Here are Stephen’s pillars (some comments being already there in the post I wrote after the address):

  1. aggregation, which leads to gain information by throwing away information, aka the sufficiency principle. One (of several) remarkable story in this section is the attempt by Francis Galton, never lacking in imagination, to visualise the average man or woman by superimposing the pictures of several people of a given group.
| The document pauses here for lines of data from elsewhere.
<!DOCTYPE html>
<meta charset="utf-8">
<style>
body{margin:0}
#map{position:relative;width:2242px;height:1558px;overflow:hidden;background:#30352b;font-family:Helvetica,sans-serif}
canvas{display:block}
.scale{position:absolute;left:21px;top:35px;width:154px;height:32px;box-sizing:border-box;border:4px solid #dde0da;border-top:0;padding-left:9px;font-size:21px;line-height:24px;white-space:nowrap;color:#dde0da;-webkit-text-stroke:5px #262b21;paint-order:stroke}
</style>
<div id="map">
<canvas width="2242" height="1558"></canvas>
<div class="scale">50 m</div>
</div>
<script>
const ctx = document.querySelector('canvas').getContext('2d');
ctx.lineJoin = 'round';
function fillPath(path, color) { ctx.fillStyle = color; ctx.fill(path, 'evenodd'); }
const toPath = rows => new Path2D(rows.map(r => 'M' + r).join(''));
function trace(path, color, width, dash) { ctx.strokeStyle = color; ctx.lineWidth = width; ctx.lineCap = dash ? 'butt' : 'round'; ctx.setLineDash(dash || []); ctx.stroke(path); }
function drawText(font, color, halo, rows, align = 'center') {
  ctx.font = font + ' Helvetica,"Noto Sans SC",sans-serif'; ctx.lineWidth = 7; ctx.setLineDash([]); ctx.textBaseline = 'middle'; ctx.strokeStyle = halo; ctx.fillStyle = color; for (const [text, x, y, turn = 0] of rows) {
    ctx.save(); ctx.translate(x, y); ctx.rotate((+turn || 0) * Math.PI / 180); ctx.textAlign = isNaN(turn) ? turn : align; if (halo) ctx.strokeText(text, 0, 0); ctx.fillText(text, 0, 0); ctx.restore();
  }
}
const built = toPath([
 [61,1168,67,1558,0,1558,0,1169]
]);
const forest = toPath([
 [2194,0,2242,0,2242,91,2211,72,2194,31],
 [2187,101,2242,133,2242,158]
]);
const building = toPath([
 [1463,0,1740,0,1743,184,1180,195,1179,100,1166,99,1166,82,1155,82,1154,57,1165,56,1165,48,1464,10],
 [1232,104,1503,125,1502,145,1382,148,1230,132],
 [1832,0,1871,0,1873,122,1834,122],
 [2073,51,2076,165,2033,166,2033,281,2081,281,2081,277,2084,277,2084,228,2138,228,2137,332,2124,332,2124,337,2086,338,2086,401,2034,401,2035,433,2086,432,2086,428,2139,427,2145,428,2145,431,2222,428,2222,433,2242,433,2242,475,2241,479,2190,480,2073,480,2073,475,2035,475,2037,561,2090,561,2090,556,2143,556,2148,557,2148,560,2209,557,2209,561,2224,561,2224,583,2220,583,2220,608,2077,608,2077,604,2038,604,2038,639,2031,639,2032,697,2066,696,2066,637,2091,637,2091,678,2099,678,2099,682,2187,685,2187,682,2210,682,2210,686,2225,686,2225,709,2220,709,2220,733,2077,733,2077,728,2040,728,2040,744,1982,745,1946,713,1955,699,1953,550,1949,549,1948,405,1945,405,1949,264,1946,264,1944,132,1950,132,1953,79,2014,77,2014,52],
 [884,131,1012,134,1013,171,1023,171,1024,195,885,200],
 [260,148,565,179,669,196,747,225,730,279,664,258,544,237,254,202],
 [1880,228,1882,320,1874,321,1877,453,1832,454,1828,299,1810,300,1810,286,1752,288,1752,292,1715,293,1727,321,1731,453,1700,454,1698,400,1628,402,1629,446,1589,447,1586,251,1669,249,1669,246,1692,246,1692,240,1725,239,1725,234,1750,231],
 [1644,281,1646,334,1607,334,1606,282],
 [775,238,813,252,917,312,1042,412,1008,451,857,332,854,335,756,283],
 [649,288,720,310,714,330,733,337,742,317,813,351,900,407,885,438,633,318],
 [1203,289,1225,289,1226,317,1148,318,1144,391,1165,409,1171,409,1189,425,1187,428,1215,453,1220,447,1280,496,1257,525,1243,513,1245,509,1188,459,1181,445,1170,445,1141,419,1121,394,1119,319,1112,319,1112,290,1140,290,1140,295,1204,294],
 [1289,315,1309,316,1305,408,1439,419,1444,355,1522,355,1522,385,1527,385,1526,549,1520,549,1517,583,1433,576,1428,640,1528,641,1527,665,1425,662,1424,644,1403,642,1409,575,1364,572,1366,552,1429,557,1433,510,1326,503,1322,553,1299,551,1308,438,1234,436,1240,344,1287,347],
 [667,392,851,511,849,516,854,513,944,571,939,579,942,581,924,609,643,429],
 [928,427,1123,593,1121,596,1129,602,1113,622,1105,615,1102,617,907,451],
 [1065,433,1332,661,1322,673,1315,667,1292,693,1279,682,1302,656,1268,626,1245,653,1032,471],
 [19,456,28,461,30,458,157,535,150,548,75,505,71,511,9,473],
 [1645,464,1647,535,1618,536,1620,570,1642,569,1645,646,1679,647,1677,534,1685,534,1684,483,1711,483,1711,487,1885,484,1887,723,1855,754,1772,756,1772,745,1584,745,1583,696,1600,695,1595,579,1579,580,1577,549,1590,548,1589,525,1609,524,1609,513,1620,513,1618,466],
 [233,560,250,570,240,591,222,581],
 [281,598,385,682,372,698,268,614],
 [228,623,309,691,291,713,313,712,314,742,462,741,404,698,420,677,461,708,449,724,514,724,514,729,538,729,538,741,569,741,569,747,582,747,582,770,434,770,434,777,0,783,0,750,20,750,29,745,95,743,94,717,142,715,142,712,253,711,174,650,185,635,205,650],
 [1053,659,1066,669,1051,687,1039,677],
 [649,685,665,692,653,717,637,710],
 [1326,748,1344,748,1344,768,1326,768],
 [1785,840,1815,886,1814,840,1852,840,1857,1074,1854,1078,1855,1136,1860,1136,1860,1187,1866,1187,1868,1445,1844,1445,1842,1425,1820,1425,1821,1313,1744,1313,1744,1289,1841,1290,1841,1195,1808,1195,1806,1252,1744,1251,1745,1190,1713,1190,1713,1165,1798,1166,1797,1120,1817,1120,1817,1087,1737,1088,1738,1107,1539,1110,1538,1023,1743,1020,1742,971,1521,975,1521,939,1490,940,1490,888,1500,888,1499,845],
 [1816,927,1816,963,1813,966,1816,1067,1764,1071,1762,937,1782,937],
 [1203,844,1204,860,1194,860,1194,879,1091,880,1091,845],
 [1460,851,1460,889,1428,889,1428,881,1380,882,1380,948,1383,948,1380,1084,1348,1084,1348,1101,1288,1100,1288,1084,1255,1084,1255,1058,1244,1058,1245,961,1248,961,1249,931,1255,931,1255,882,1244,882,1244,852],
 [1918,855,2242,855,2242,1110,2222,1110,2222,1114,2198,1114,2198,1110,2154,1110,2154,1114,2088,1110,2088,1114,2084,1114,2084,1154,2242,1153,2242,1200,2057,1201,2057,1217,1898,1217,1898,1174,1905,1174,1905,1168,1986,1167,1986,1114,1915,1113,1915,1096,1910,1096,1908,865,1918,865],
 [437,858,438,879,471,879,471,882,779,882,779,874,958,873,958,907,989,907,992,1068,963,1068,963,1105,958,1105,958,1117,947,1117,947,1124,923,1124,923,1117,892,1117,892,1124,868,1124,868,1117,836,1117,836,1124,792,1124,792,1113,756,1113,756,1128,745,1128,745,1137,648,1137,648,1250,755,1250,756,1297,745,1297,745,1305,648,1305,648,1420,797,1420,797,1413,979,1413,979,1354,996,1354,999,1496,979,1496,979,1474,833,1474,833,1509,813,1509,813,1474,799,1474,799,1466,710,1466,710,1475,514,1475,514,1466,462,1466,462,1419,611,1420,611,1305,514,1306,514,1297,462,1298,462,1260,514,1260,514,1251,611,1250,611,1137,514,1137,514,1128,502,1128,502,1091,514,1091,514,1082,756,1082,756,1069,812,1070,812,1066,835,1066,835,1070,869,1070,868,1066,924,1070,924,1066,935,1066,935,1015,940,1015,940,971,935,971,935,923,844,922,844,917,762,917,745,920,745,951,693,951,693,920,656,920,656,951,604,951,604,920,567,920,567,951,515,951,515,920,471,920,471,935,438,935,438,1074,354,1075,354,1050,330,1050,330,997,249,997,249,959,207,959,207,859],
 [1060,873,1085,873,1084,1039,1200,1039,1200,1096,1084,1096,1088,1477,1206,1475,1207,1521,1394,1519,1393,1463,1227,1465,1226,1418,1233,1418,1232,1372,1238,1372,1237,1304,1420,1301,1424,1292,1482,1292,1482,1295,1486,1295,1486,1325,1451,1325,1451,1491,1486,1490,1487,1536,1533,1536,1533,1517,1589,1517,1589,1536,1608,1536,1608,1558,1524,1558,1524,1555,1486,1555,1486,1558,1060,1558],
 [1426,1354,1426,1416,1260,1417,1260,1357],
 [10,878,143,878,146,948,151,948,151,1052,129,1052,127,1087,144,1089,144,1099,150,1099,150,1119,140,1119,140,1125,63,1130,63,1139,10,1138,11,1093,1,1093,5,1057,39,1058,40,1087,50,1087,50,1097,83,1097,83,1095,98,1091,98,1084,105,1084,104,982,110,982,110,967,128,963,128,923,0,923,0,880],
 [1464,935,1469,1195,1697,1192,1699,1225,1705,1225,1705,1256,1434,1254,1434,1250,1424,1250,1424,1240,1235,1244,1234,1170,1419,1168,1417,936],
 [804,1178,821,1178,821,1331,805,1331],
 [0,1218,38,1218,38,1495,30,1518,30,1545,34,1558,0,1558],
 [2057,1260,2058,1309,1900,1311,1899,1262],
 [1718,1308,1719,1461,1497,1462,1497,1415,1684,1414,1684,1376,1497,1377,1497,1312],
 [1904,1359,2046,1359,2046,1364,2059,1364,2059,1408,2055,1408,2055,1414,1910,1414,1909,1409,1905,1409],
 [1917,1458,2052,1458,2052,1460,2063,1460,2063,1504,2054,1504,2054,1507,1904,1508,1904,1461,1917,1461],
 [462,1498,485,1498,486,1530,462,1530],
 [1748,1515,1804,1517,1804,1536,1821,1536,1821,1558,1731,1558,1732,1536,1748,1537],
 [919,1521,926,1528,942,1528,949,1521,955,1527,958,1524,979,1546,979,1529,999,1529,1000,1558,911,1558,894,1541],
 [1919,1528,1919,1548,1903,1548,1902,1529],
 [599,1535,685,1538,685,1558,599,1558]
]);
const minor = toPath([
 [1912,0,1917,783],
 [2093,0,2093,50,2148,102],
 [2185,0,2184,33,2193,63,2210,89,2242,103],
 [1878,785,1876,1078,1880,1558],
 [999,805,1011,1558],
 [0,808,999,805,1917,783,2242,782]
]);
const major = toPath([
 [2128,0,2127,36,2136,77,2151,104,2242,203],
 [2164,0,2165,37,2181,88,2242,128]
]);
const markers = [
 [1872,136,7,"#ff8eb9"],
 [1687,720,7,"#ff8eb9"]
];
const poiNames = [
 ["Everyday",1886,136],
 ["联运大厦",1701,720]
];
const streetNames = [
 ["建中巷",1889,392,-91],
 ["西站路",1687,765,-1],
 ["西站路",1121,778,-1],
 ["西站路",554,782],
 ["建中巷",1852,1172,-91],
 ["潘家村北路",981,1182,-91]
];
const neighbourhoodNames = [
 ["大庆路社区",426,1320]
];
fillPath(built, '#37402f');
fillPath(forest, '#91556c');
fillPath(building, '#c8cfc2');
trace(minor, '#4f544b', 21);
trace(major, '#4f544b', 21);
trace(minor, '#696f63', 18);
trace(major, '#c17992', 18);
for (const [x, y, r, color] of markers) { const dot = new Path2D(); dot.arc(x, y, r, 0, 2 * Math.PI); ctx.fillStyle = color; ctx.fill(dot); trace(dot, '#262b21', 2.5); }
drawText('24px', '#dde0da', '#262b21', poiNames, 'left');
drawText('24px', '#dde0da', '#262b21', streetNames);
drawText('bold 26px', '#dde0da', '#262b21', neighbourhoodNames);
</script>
In 1870!
  2. information accumulating at the √n rate, aka precision of statistical estimates, aka CLT confidence [quoting  de Moivre at the core of this discovery]. Another nice story is Newton’s wardenship of the English Mint, with musing about [his] potential exploiting this concentration to cheat the Mint and remain undetected!
  3. likelihood as the right calibration of the amount of information brought by a dataset [including Bayes’ essay as an answer to Hume and Laplace’s tests] and by Fisher in possible the most impressive single-handed advance in our field;
  4. intercomparison [i.e. scaling procedures from variability within the data, sample variation], from Student’s [a.k.a., Gosset‘s] t-test, better understood and advertised by Fisher than by the author, and eventually leading to the bootstrap;
  5. regression [linked with Darwin’s evolution of species, albeit paradoxically, as Darwin claimed to have faith in nothing but the irrelevant Rule of Three, a challenging consequence of this theory being an unobserved increase in trait variability across generations] exposed by Darwin’s cousin Galton [with a detailed and exhilarating entry on the quincunx!] as conditional expectation, hence as a true Bayesian tool, the Bayesian approach being more specifically addressed in (on?) this pillar;
  6. design of experiments [re-enters Fisher, with his revolutionary vision of changing all factors in Latin square designs], with an fascinating insert on the 18th Century French Loterie,  which by 1811, i.e., during the Napoleonic wars, provided 4% of the national budget!;
  7. residuals which again relate to Darwin, Laplace, but also Yule’s first multiple regression (in 1899), Fisher’s introduction of parametric models, and Pearson’s χ² test. Plus Nightingale’s diagrams that never cease to impress me.

The conclusion of the book revisits the seven pillars to ascertain the nature and potential need for an eight pillar.  It is somewhat pessimistic, at least my reading of it was, as it cannot (and presumably does not want to) produce any direction about this new pillar and hence about the capacity of the field of statistics to handle in-coming challenges and competition. With some amount of exaggeration (!) I do hope the analogy of the seven pillars that raises in me the image of the beautiful ruins of a Greek temple atop a Sicilian hill, in the setting sun, with little known about its original purpose, remains a mere analogy and does not extend to predict the future of the field! By its very nature, this wonderful book is about foundations of Statistics and therefore much more set in the past and on past advances than on the present, but those foundations need to move, grow, and be nurtured if the field is not to become a field of ruins, a methodology of the past!